“Everybody loves karaoke! But no one ever has cool photos or videos to relive their moment of glory as they are screaming the lyrics of their favorite song through the mic. We wanted to build a karaoke that immerses the singers into the song and allows them to record a real clip.”

Concept

The usual photos of a group of friends in a karaoke bar are photos of 4 persons’ backs and a small screen that shows lyrics. If you’re lucky the bar has a nice décor but that’s about it. Was there really no way of making lasting memories that look way cooler and couldn’t we just make it a little bit more fun? Well, this is an example of a great challenge for our team. Main question: how can we keep the fun karaoke experience, but make it a next-level thing that helps produce longer-lasting content?

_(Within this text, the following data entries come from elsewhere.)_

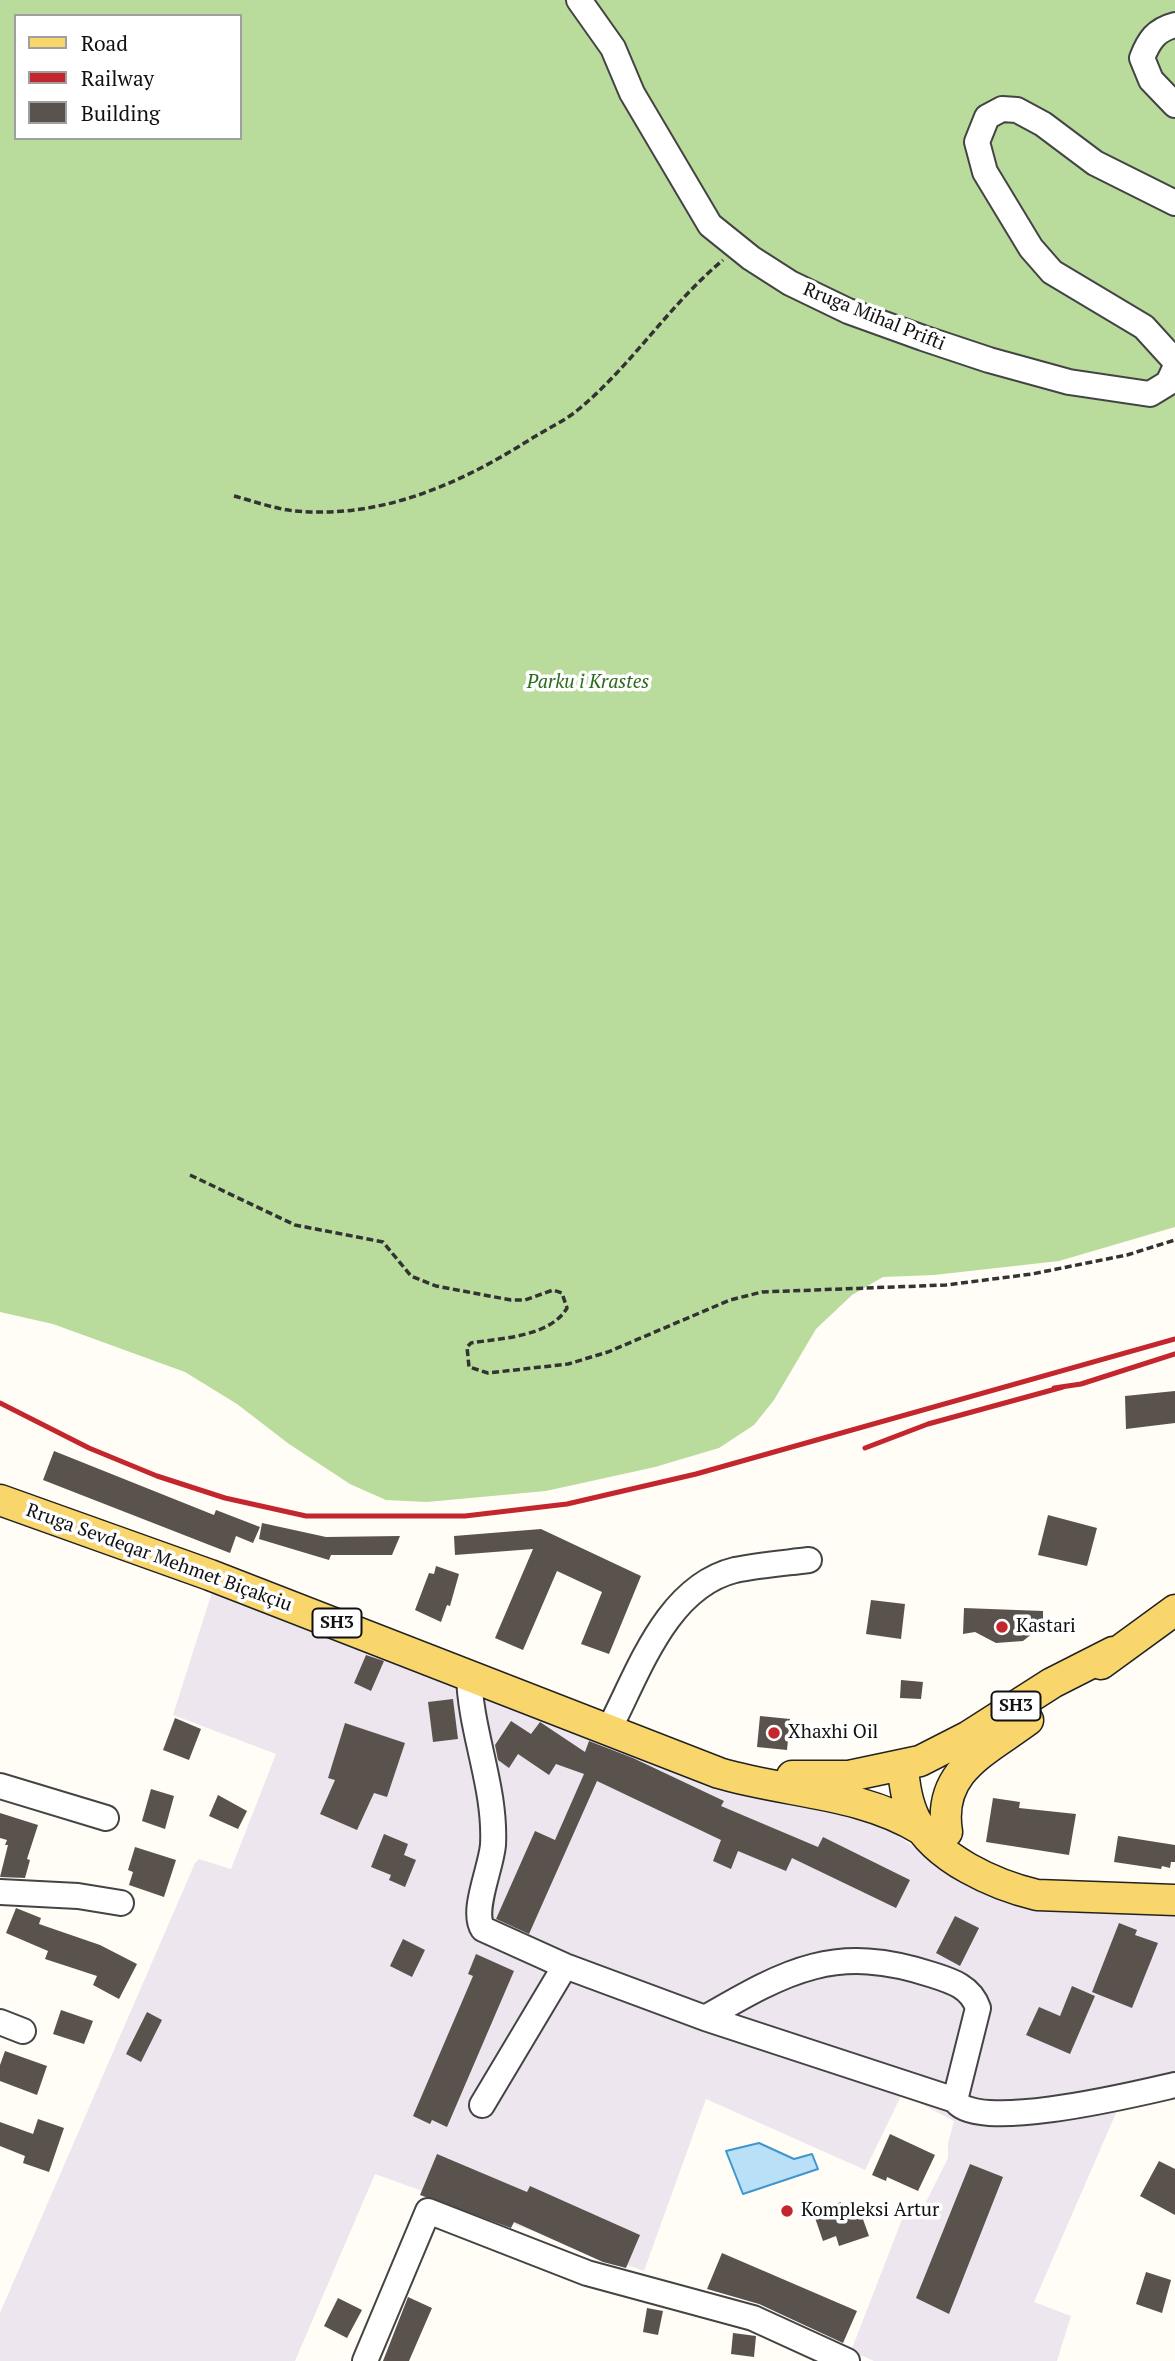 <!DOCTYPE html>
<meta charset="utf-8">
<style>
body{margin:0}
#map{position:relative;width:1175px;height:2361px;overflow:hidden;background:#fffdf5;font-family:"PT Serif",serif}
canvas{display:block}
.legend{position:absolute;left:14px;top:14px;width:228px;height:126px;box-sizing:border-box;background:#fff;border:2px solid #a0a0a0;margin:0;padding:9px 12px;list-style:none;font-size:21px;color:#111}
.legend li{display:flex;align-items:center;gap:14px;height:35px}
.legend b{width:35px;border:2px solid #a0a0a0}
</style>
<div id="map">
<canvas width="1175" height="2361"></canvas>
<ul class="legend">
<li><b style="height:9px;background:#f9d66b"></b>Road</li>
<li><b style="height:9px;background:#c4262e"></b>Railway</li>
<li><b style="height:19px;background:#5a524d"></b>Building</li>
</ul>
</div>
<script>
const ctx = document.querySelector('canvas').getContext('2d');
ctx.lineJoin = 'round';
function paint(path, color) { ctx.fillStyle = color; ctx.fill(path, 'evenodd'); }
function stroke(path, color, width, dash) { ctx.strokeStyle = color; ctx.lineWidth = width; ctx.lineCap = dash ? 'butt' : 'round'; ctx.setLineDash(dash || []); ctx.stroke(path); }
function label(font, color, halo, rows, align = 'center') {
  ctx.font = font + ' "PT Serif",serif'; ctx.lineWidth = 7; ctx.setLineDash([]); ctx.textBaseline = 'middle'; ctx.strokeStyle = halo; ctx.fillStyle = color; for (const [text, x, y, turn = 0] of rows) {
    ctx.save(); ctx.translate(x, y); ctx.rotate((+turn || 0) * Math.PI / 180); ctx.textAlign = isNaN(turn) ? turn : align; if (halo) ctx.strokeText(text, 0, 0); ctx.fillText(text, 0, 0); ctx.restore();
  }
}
const industrial = new Path2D(`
 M213,1589L744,1793L852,1817L891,1831L938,1864L1175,1913V2090L1119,2106L1034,2302L1071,2316L1057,2361H874L851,2351L906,2209L923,2208L948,2158V2143L954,2121L902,2094L865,2170L706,2099L644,2271L375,2174L295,2361H0V2313L195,1863L199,1859L231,1869L276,1754L173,1715Z`);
const forest = new Path2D(`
 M0,0H1175V1227L1059,1261L934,1275L883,1277L852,1295L816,1329L774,1400L754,1425L719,1448L655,1467L546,1491L427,1502L386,1500L350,1484L289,1444L237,1404L185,1372L53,1324L0,1312ZM16,16H240V138H16Z`);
const water = new Path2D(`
 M759,2143L794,2159L812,2154L818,2169L743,2194L726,2151Z`);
const building = new Path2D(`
 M1175,1391V1423L1126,1429L1125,1396Z
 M54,1451L214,1515L216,1510L260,1527L253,1543L236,1536L230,1553L43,1480Z
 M1048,1515L1097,1528L1087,1566L1038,1555Z
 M262,1523L326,1537L400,1536L392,1555H331L329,1560L259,1539Z
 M541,1529L641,1576L609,1654L581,1644L602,1592L557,1571L523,1650L495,1638L533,1549L455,1555L454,1536Z
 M436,1566L459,1574L450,1606L447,1605L441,1622L415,1610L429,1573L434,1574Z
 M871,1600L905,1604L901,1639L866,1634Z
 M964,1608L1043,1611V1625L1023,1641L996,1643L975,1632L963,1634Z
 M366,1655L384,1661L371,1691L354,1683Z
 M901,1680L923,1682L921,1699L900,1698Z
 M453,1699L458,1739L433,1742L428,1702Z
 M760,1716L790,1719L787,1750L757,1747Z
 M175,1718L201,1729L189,1760L163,1750Z
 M511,1721L531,1734L540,1722L585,1752L589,1741L633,1758L724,1801L721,1806L818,1847L823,1837L910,1880L896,1908L792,1858L786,1871L738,1851L731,1869L713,1861L721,1840L597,1781L529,1934L496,1919L535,1831L555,1840L584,1774L556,1764L549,1775L518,1754L509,1768L498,1760L495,1745Z
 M345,1723L405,1743L387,1797L374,1793L357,1830L320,1814L335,1780L328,1778Z
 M151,1789L174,1796L165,1829L142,1821Z
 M218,1795L247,1811L238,1829L209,1816Z
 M993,1798L1020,1802L1019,1808L1076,1814L1069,1855L986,1842Z
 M0,1813L38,1825L27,1859L30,1860L25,1878L0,1877L8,1845H5L7,1840L0,1838Z
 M384,1834L408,1844L404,1855L416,1860L405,1887L389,1880L391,1875L371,1867Z
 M1118,1836L1175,1845V1862H1171L1170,1868L1162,1866L1161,1869L1114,1862Z
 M135,1847L176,1860L164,1897L129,1885L133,1872L128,1870Z
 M16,1908L41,1918L39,1924L100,1945L137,1964L119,1999L93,1985L97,1976L45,1959L48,1951L6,1933Z
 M955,1916L979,1928L960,1966L936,1953Z
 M1119,1923L1137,1930L1135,1935L1158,1943L1132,2008L1092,1992Z
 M403,1939L425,1950L412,1977L390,1966Z
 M476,1954L514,1971L447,2127L432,2120L430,2124L413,2116L473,1976L468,1974Z
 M1072,1986L1095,1996L1070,2054L1026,2035L1039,2007L1060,2016Z
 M61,2010L93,2021L84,2044L53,2034Z
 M147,2012L162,2020L141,2062L126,2054Z
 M5,2051L47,2066L37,2095L0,2081V2065Z
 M38,2119L64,2128L49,2172L23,2163L25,2156L0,2146V2122L33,2134Z
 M890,2134L935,2155L918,2191L887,2177L886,2181L872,2175Z
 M437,2154L527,2192L530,2186L640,2235L626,2268L603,2262L514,2222L511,2228L420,2195Z
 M1159,2161L1175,2169V2215L1140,2196Z
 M970,2164L1003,2177L949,2314L916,2298Z
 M841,2202L845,2213L859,2208L869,2236L839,2246L836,2236L823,2241L813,2212Z
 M722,2253L857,2311L843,2343L759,2304L707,2289Z
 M1146,2272L1171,2280L1162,2313L1136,2304Z
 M408,2297L432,2308L409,2361H383Z
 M338,2298L362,2310L347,2338L324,2326Z
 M647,2308L663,2311L658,2335L643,2332Z
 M733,2333L756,2336L754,2357L731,2354Z`);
const path = new Path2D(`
 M234,496C253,501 275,509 295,511C383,519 462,483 534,437C549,428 566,420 579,409C632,365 670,304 723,260
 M190,1175L295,1225L383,1242L411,1276L436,1286L511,1300H525L553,1290L562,1293L567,1308C550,1337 501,1338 471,1343L467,1347L469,1367L488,1373L568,1364L608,1352L730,1300L762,1292L946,1285L1032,1274L1127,1255L1175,1240`);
const minor = new Path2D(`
 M579,0L613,48L632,93L710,225L751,258L790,283L848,311L923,338L989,360L1069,382L1150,394L1168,383L1175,368
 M1175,25C1156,30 1149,40 1142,58L1151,80L1175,105
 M1175,203L1095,163L1043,124L1017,110L1002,109L987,117L977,142L985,172L1031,248L1052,272L1144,327L1175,361
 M469,1674C470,1732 496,1786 493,1845C491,1869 471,1911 483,1929L565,1966L705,2018L955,2100
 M609,1729C639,1672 666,1587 735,1570C759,1565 785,1563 809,1560
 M0,1786L106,1818
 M0,1892L78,1896L121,1903
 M705,2018C788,1970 836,1943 933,1975C952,1981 971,1987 978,2008L955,2100C974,2134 1140,2093 1175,2085
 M0,2022L23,2031
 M482,2105L565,1966
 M365,2361L428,2211L587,2273L753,2318L847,2361`);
const major = new Path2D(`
 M0,1500L210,1575L719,1773C786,1793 861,1792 922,1830
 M1101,1664L1175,1610
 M903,1766C904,1783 907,1803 915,1819C936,1859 995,1885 1037,1895L1175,1900
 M792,1776H849L920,1761L969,1736L1052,1683L1113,1652
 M947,1832C937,1771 985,1752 1028,1720`);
const rail = new Path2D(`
 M1054,1388L1081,1384L1175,1354
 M0,1403L89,1448L157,1476L225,1498L306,1516H465L567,1504L696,1474L1175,1339
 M865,1448L928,1424L1063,1387`);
const markers = [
 [1002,1627,7,"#c4262e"],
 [774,1733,7,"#c4262e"],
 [787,2211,7,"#c4262e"]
];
const shields = [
 [337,1623,49],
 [1016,1706,49]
];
const shieldNames = [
 ["SH3",337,1623],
 ["SH3",1016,1706]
];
const streetNames = [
 ["Rruga Mihal Prifti",874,317,22],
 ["Rruga Sevdeqar Mehmet Biçakçiu",159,1558,20]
];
const parkNames = [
 ["Parku i Krastes",588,683]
];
const poiNames = [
 ["Kastari",1016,1627],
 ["Xhaxhi Oil",788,1733],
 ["Kompleksi Artur",801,2211]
];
paint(industrial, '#eee6ef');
paint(forest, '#b9dc9c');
paint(water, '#b9e0f7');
stroke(water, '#3f96cf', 2);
paint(building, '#5a524d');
stroke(minor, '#444', 28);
stroke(major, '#222', 33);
stroke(path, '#333', 3.5, [7, 3.5]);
stroke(minor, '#fff', 24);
stroke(major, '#f9d66b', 30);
stroke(rail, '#c4262e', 5);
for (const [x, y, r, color] of markers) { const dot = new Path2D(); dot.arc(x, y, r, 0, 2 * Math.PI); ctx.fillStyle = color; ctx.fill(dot); stroke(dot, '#fff', 2.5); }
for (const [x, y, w] of shields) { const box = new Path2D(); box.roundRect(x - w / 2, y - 14.5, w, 29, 5); ctx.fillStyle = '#fff'; ctx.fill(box); stroke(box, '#111', 2); }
label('bold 18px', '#111', null, shieldNames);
label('19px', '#111', '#fff', streetNames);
label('italic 19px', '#2f6b1f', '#fff', parkNames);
label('19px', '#111', '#fff', poiNames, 'left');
</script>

The lyrics are not the most fun part of karaoke, it’s the part where you fully engage in a song. And the best way to do that is to…make your own video clip. So that was the starting point of our idea: a karaoke booth that will make visitors produce their own videoclip and of course shows the lyrics.

Process

The first idea was to create a half dome, so you would literally stand inside the clip. With the right projectors and screens this set-up would be perfect for our purposes. We wanted to test the karaoke on a two-day conference so we could see the response of our audience. This environment, however, made it difficult to use the materials that we wanted. The half dome requested a lot of time for set-up (read cost a lot of money to be installed). So we went back to the drawing board.

That is when our partner in crime, AED, came with a great solution. Why not make it square, but use a LED floor as well. How immersive can a karaoke be? AED made sure they found the newest and most impressive materials to create the best experience.

 

We took the idea to another partner, Sonhouse. The karaoke would serve as an activation booth for Telenet, the brand with a smile. Sonhouse carefully selected 12 songs that matched that brand and reflected its identity. With those songs we came to the final part of the concept: creating the clips.

 

Every song had a reference to happiness or a smile. We wanted all of our visuals to align with that idea and to contain bright and flashy colors, with elements that moved to the beat. We collected images that matched every song and put them together in coherent moodboards. Each moodboard reflected the core of the song. Our designer then transformed these moodboards to moving images for all three walls ànd the LED floor.

Realization

Theoretically speaking we were done. But everybody knows it’s not finished until it actually works. After a full day of set-up we were proud to see a four by four LED floor, cooled so you didn’t come off of it as a fried egg, with three two-meters-high black screens on the sides. Three Panasonic projectors were lifted in the middle of the booth. To top it off, we had a nice screen in the booth to show the lyrics and a transparent LED screen to let the visitors select the song of their choice. Impressive to say the least.

 

And then it was time to test the content… That was the tricky part, because we couldn’t test the content before, because the set-up was too expensive to try it before the actual event. After everything was tweaked, installed and loaded…. It magically worked!